> _Problem to work on_: Show all lines containing "content" from the data below.

◇ ◇ ◇ ◇ ◇

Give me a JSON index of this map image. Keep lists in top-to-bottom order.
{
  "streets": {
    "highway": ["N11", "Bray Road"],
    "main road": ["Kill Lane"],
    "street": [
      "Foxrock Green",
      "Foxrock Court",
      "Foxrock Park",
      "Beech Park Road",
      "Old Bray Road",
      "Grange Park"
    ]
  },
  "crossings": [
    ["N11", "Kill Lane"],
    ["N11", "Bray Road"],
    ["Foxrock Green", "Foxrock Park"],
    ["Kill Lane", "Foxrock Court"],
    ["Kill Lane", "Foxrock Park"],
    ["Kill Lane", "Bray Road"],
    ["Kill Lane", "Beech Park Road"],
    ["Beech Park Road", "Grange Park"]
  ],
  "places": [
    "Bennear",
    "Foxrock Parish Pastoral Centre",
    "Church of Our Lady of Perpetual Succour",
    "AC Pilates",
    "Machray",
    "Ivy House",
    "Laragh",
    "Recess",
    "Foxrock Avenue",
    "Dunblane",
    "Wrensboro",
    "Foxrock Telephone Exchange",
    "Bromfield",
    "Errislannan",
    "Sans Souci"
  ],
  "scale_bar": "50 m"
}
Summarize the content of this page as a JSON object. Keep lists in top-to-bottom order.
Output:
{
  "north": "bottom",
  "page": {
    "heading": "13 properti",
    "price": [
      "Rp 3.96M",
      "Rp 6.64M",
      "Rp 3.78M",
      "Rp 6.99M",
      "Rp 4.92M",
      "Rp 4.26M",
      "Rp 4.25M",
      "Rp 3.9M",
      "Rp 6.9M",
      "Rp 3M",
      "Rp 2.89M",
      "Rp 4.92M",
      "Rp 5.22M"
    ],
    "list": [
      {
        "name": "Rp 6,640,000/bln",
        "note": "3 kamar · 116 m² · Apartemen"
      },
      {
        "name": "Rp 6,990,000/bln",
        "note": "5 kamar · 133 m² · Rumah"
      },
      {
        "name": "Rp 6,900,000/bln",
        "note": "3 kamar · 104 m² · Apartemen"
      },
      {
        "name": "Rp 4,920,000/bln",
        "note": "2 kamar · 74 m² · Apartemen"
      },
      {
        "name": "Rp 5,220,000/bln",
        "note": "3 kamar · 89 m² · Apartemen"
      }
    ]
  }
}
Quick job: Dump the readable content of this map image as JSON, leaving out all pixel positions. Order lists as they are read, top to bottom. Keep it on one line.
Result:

◇ ◇ ◇ ◇ ◇

> _Your solution_:
Summarize the content of this page as a JSON object. Keep lists in top-to-bottom order.
Quick job: Dump the readable content of this map image as JSON, leaving out all pixel positions. Order lists as they are read, top to bottom. Keep it on one line.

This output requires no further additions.